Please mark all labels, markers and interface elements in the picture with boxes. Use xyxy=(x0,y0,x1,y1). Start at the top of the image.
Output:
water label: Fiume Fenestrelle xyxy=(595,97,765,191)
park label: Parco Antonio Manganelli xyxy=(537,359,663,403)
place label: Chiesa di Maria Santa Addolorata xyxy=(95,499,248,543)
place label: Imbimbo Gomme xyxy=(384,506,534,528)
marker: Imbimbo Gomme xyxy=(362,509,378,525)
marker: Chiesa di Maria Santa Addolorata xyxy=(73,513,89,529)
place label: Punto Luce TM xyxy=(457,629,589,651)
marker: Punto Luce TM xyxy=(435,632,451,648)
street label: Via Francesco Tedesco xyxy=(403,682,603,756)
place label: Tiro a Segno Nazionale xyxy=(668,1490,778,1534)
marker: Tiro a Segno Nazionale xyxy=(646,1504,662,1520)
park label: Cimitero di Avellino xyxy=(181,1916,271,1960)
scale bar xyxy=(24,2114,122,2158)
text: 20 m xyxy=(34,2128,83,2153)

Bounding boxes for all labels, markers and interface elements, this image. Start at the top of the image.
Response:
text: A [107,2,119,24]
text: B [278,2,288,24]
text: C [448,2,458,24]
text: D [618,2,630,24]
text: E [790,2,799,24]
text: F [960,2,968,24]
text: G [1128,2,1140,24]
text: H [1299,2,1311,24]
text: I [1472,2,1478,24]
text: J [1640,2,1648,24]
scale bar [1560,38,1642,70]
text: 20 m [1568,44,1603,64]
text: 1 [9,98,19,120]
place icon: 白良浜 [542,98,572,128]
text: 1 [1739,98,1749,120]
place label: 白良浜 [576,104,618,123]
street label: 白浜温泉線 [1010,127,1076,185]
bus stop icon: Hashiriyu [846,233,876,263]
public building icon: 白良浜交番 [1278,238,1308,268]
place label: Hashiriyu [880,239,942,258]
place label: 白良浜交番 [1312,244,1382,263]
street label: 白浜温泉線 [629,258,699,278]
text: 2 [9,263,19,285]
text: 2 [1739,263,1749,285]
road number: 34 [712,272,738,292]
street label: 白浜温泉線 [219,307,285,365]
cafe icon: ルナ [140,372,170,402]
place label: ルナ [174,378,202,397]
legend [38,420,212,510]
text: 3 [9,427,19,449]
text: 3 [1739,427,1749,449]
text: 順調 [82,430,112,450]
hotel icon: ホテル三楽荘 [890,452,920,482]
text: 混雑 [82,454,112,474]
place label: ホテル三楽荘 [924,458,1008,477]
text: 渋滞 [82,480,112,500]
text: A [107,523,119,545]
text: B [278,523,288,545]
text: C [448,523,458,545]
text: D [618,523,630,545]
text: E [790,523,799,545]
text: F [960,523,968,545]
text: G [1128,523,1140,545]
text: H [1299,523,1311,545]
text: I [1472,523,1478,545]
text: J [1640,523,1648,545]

════════════════

### Problem
Could you repeat the listing above, exactly as it is shown?

### Finished exercise
Please mark all labels, markers and interface elements in the picture with boxes. Use xyxy=(x0,y0,x1,y1). Start at the top of the image.
Output:
water label: Fiume Fenestrelle xyxy=(595,97,765,191)
park label: Parco Antonio Manganelli xyxy=(537,359,663,403)
place label: Chiesa di Maria Santa Addolorata xyxy=(95,499,248,543)
place label: Imbimbo Gomme xyxy=(384,506,534,528)
marker: Imbimbo Gomme xyxy=(362,509,378,525)
marker: Chiesa di Maria Santa Addolorata xyxy=(73,513,89,529)
place label: Punto Luce TM xyxy=(457,629,589,651)
marker: Punto Luce TM xyxy=(435,632,451,648)
street label: Via Francesco Tedesco xyxy=(403,682,603,756)
place label: Tiro a Segno Nazionale xyxy=(668,1490,778,1534)
marker: Tiro a Segno Nazionale xyxy=(646,1504,662,1520)
park label: Cimitero di Avellino xyxy=(181,1916,271,1960)
scale bar xyxy=(24,2114,122,2158)
text: 20 m xyxy=(34,2128,83,2153)

Bounding boxes for all labels, markers and interface elements, this image. Start at the top of the image.
Response:
text: A [107,2,119,24]
text: B [278,2,288,24]
text: C [448,2,458,24]
text: D [618,2,630,24]
text: E [790,2,799,24]
text: F [960,2,968,24]
text: G [1128,2,1140,24]
text: H [1299,2,1311,24]
text: I [1472,2,1478,24]
text: J [1640,2,1648,24]
scale bar [1560,38,1642,70]
text: 20 m [1568,44,1603,64]
text: 1 [9,98,19,120]
place icon: 白良浜 [542,98,572,128]
text: 1 [1739,98,1749,120]
place label: 白良浜 [576,104,618,123]
street label: 白浜温泉線 [1010,127,1076,185]
bus stop icon: Hashiriyu [846,233,876,263]
public building icon: 白良浜交番 [1278,238,1308,268]
place label: Hashiriyu [880,239,942,258]
place label: 白良浜交番 [1312,244,1382,263]
street label: 白浜温泉線 [629,258,699,278]
text: 2 [9,263,19,285]
text: 2 [1739,263,1749,285]
road number: 34 [712,272,738,292]
street label: 白浜温泉線 [219,307,285,365]
cafe icon: ルナ [140,372,170,402]
place label: ルナ [174,378,202,397]
legend [38,420,212,510]
text: 3 [9,427,19,449]
text: 3 [1739,427,1749,449]
text: 順調 [82,430,112,450]
hotel icon: ホテル三楽荘 [890,452,920,482]
text: 混雑 [82,454,112,474]
place label: ホテル三楽荘 [924,458,1008,477]
text: 渋滞 [82,480,112,500]
text: A [107,523,119,545]
text: B [278,523,288,545]
text: C [448,523,458,545]
text: D [618,523,630,545]
text: E [790,523,799,545]
text: F [960,523,968,545]
text: G [1128,523,1140,545]
text: H [1299,523,1311,545]
text: I [1472,523,1478,545]
text: J [1640,523,1648,545]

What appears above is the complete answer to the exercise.